Today is Tu B’Shvat here in HLC (Holy Land Central). It’s a minor, feel-good holiday: plant trees, eat dried fruit and bless the almighty for the wonders of soil-grown goods. Amen. Any minute now, I’ll sprout dates for arms and apricots for ears. Enough dried fruit already. I feel like my grandfather.
Next we head into Purim; the stores have begun stocking costumes, cans of silly string, make up, wigs, plastic hammers, noise makers, party poppers… Between the outrageous get-ups at last year’s Halloween in the Castro and the costumed, silly string-wielding young ‘uns running amok through Tel Aviv’s streets next month, I figure I’ll have hit my eye-candy/bonked on the head with plastic hammer maximum quotient by mid-March. Either way, fun is en route. I’m now trying to work out how to accessorize my way to four Super-Hero ensembles using multi-pairs of colored underwear, tights and various capes building on a base layer of body suit blue. After all, he can’t wear the SAME costume to preschool each day for two weeks, now can he? Updates to follow.

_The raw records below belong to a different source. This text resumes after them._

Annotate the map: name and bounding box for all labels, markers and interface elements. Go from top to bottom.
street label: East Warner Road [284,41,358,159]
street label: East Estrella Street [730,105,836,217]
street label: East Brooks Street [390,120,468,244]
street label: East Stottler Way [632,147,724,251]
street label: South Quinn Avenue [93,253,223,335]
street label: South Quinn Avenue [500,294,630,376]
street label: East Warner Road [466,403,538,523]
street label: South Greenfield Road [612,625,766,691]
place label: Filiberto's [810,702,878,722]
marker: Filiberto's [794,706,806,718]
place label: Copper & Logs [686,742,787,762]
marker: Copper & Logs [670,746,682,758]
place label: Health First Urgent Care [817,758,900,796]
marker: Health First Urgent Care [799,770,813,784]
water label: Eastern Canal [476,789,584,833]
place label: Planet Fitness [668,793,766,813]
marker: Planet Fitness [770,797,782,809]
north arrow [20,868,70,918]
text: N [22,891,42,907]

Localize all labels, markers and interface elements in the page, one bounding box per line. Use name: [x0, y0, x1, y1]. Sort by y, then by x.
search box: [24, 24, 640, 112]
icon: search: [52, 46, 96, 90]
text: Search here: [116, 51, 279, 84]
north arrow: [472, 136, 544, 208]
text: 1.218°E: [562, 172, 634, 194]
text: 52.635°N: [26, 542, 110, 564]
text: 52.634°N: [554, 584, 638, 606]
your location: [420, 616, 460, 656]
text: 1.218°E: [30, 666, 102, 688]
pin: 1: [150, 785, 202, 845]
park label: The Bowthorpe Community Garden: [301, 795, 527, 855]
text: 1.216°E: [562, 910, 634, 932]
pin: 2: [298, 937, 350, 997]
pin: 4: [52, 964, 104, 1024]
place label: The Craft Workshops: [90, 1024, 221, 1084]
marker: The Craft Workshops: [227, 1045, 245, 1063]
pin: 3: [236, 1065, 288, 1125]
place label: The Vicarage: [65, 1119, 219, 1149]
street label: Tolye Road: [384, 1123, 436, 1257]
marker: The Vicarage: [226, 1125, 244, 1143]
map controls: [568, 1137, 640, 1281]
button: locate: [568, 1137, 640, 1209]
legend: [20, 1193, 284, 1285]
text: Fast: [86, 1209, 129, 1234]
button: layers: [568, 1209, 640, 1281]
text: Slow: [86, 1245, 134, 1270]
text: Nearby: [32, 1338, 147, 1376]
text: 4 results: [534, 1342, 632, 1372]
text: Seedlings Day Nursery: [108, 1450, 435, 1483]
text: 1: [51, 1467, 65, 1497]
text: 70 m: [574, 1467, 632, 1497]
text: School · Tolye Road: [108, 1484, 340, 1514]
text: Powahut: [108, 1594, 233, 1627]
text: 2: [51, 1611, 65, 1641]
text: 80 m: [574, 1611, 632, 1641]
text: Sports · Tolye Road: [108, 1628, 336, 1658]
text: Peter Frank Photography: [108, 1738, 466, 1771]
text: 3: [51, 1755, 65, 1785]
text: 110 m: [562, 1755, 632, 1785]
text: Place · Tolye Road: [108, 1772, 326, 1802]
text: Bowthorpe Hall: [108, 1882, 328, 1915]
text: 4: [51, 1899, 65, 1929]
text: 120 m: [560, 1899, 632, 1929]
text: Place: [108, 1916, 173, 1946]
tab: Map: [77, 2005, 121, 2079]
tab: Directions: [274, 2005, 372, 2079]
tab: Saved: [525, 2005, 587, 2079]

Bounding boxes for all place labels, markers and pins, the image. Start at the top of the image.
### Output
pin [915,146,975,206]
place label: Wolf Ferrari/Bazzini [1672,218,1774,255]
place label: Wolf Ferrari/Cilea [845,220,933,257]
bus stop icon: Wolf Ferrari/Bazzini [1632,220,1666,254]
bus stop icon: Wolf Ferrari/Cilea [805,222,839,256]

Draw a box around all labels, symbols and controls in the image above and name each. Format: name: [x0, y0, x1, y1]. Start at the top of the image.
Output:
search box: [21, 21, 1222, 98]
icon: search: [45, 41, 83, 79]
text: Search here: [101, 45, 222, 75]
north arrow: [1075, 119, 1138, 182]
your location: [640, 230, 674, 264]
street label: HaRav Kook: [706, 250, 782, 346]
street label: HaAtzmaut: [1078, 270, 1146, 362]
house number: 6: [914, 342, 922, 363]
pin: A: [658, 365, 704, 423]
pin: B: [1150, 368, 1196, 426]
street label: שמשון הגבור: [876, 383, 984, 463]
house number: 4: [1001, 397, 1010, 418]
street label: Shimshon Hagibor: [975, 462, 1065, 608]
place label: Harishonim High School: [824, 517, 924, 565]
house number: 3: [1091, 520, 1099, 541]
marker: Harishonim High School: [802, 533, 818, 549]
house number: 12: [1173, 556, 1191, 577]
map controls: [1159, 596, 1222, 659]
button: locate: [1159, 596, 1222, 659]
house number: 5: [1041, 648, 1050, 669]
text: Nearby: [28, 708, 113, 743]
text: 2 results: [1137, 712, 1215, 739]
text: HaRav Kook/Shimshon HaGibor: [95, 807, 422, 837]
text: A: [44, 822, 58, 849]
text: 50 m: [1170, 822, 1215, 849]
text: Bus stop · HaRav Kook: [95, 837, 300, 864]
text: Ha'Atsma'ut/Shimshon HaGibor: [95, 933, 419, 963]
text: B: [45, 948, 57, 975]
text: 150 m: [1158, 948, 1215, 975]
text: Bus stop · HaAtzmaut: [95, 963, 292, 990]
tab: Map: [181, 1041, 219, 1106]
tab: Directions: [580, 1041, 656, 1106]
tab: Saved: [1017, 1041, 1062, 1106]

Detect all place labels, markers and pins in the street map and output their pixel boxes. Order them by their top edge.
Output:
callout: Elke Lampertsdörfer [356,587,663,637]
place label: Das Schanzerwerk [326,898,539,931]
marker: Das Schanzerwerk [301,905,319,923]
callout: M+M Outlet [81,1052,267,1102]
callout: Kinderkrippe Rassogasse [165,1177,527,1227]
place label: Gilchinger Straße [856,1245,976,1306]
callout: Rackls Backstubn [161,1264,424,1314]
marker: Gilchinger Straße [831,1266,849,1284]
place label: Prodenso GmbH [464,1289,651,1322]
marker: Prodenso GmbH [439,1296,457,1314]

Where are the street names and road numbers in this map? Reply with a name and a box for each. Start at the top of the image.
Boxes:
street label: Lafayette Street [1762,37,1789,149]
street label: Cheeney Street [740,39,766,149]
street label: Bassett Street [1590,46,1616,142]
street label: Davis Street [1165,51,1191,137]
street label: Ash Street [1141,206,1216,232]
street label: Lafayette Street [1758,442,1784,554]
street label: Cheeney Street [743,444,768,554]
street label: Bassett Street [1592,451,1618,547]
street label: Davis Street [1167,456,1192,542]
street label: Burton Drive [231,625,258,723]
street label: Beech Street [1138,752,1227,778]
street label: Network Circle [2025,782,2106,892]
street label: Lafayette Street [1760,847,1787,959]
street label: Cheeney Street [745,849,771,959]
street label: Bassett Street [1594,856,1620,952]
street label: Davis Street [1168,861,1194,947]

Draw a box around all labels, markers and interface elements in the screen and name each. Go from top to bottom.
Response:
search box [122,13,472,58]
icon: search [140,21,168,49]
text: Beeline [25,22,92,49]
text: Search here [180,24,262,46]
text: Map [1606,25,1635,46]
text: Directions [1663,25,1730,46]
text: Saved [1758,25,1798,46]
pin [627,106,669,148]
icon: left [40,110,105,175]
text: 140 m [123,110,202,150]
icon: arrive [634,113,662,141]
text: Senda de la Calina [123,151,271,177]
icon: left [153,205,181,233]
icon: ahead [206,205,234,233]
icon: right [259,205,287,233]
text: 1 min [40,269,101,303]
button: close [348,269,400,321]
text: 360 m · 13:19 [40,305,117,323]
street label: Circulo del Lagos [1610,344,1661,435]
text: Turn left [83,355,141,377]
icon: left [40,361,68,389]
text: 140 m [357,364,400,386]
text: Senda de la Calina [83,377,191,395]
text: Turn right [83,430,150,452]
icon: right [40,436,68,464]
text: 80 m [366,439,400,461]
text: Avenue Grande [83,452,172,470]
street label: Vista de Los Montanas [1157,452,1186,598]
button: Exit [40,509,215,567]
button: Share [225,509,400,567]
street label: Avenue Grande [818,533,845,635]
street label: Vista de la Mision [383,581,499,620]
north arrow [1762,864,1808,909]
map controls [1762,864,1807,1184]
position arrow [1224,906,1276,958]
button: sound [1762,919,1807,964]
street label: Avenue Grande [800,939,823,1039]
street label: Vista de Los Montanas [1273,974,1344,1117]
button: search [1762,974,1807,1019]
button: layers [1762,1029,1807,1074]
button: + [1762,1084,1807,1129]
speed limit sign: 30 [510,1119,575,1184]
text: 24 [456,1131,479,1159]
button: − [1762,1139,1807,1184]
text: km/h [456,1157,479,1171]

Now to tone things down a bit – Whew! It was almost getting a tad too lively in here – I had a strange dream last night which brought my subconscious up to a scary conscious level. In it I was outside the supermarket with 4-year-old Rapha and sensed we shouldn’t go in because a bombing was impending. As happens in the dream realm, moments later we were strolling down the fresh fruit aisle and I said to myself: How did we get in here? Did I ignore my instincts? And then we were outside again sitting at a cafe, safe and sound. End of dream.
But not the end of its message. Yes, I think about bombings (obviously). Yes, the prospects terrify me as a mother. No, I don’t think about it too much because it’s too overwhelming and I’d never get anything done, like supermarket shopping, for instance.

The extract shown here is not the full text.